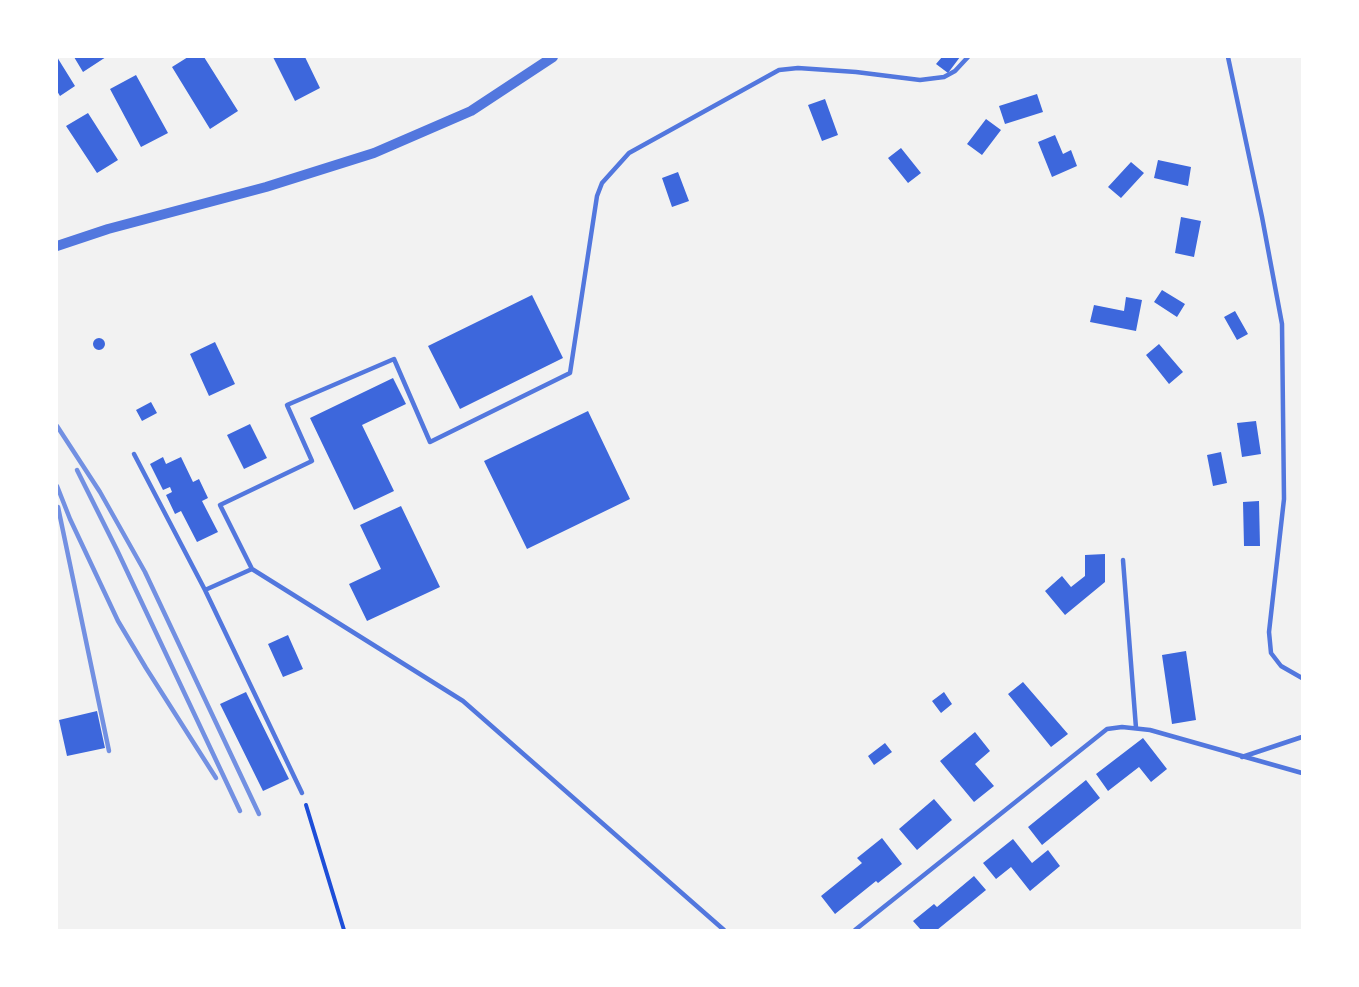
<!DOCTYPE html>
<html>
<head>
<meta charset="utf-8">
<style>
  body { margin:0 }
  #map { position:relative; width:1359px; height:987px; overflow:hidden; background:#f2f2f2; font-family:Mulish,sans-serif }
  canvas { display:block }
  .frame { position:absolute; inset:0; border:58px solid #fff; pointer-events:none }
</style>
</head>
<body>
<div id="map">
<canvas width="1359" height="987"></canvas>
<div class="frame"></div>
</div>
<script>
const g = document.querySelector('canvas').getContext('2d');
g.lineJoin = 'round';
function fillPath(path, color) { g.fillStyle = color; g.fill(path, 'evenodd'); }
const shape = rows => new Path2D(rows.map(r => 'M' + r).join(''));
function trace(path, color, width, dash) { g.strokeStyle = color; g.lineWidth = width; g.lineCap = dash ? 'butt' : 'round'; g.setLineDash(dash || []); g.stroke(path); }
const building = shape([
  [57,57,75,86,60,96,57,91],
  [74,57,106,57,83,72],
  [188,57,204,57,238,111,210,129,172,67],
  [273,57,305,57,320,88,295,101],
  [942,57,960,57,948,73,936,64],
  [136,75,168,133,141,147,110,89],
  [1037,94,1043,112,1005,124,999,106],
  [825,99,838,135,822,141,808,105],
  [88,113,118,160,97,173,66,126],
  [986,119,1001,130,982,155,967,144],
  [1055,135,1063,154,1071,150,1077,166,1052,177,1038,142],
  [901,148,921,173,908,183,888,158],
  [1158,160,1191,167,1188,186,1154,178],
  [1131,162,1144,173,1121,198,1108,187],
  [678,172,689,201,672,207,662,178],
  [1181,217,1201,221,1194,257,1175,253],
  [1162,290,1185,304,1177,317,1154,302],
  [532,295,563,358,460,409,428,346],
  [1126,297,1142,300,1136,331,1090,322,1094,305,1124,311],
  [1235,311,1248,334,1237,340,1224,317],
  '93 344a6 6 0 1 1 12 0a6 6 0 1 1-12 0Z',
  [215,342,235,384,209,396,190,354],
  [1159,344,1183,372,1169,384,1146,355],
  [393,378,406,404,362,425,394,491,354,510,310,418],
  [151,402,157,413,142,421,136,410],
  [588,411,630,499,527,549,484,461],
  [1256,421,1261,454,1242,457,1237,423],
  [250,424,267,458,244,469,227,435],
  [1221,452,1227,483,1213,486,1207,455],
  [163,457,166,464,181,457,193,482,199,479,208,498,202,501,218,532,197,542,181,511,175,514,166,495,172,492,170,487,163,490,150,464],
  [1259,501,1260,546,1244,546,1243,502],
  [401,506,440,587,367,621,349,584,381,569,360,525],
  [1105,554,1105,582,1065,615,1045,591,1062,576,1071,587,1085,576,1085,555],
  [288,635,303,669,283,677,268,644],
  [1186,651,1196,720,1172,724,1162,655],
  [1023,682,1068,734,1051,747,1008,694],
  [246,692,289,779,263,791,220,704],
  [944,692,952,704,941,713,932,701],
  [97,711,105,748,67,756,59,720],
  [975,732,990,751,975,764,994,786,974,802,940,761],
  [1143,738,1167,769,1151,782,1139,767,1108,791,1096,774],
  [885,743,892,752,874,765,868,756],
  [1086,780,1100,798,1042,845,1028,827],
  [934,799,952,820,917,850,899,829],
  [882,838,902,864,878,883,876,881,835,914,821,896,862,863,857,858],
  [1013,839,1032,863,1048,850,1060,866,1030,891,1011,867,996,879,983,863],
  [974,876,986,890,937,930,921,930,913,921,934,904,937,907]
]);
const path = shape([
  [306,805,344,930]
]);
const service = shape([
  [1228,57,1262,217,1282,324,1284,499,1269,632,1271,653,1281,666,1302,678],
  [134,454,205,590,302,793],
  [1123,560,1136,728],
  [205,590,252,569],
  [1242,757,1302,737],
  [724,930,463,701,252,569,220,505,312,461,287,405,394,359,430,442,570,373,597,196,602,183,629,153,779,70,798,68,856,72,920,80,944,77,955,71,968,57],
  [855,930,1107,729,1122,727,1150,730,1302,773]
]);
const tertiary = shape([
  [57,246,108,229,266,187,374,153,471,111,553,57]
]);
const rail = shape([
  [57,426,100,492,145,572,259,814],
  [77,470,117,550,240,811],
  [57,486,70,519,118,621,146,668,216,778],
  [58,507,109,751]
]);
fillPath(building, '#3d67dc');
trace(path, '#1d4ed8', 4);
trace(service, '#5277de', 4.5);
trace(tertiary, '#5277de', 10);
trace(rail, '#7290e2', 4.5);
</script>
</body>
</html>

Task brief
With pictures removed, write out exactly each line of the entries from the first through the line that holds "const shape = rows".

Solution to this problem
<!DOCTYPE html>
<html>
<head>
<meta charset="utf-8">
<style>
  body { margin:0 }
  #map { position:relative; width:1359px; height:987px; overflow:hidden; background:#f2f2f2; font-family:Mulish,sans-serif }
  canvas { display:block }
  .frame { position:absolute; inset:0; border:58px solid #fff; pointer-events:none }
</style>
</head>
<body>
<div id="map">
<canvas width="1359" height="987"></canvas>
<div class="frame"></div>
</div>
<script>
const g = document.querySelector('canvas').getContext('2d');
g.lineJoin = 'round';
function fillPath(path, color) { g.fillStyle = color; g.fill(path, 'evenodd'); }
const shape = rows => new Path2D(rows.map(r => 'M' + r).join(''));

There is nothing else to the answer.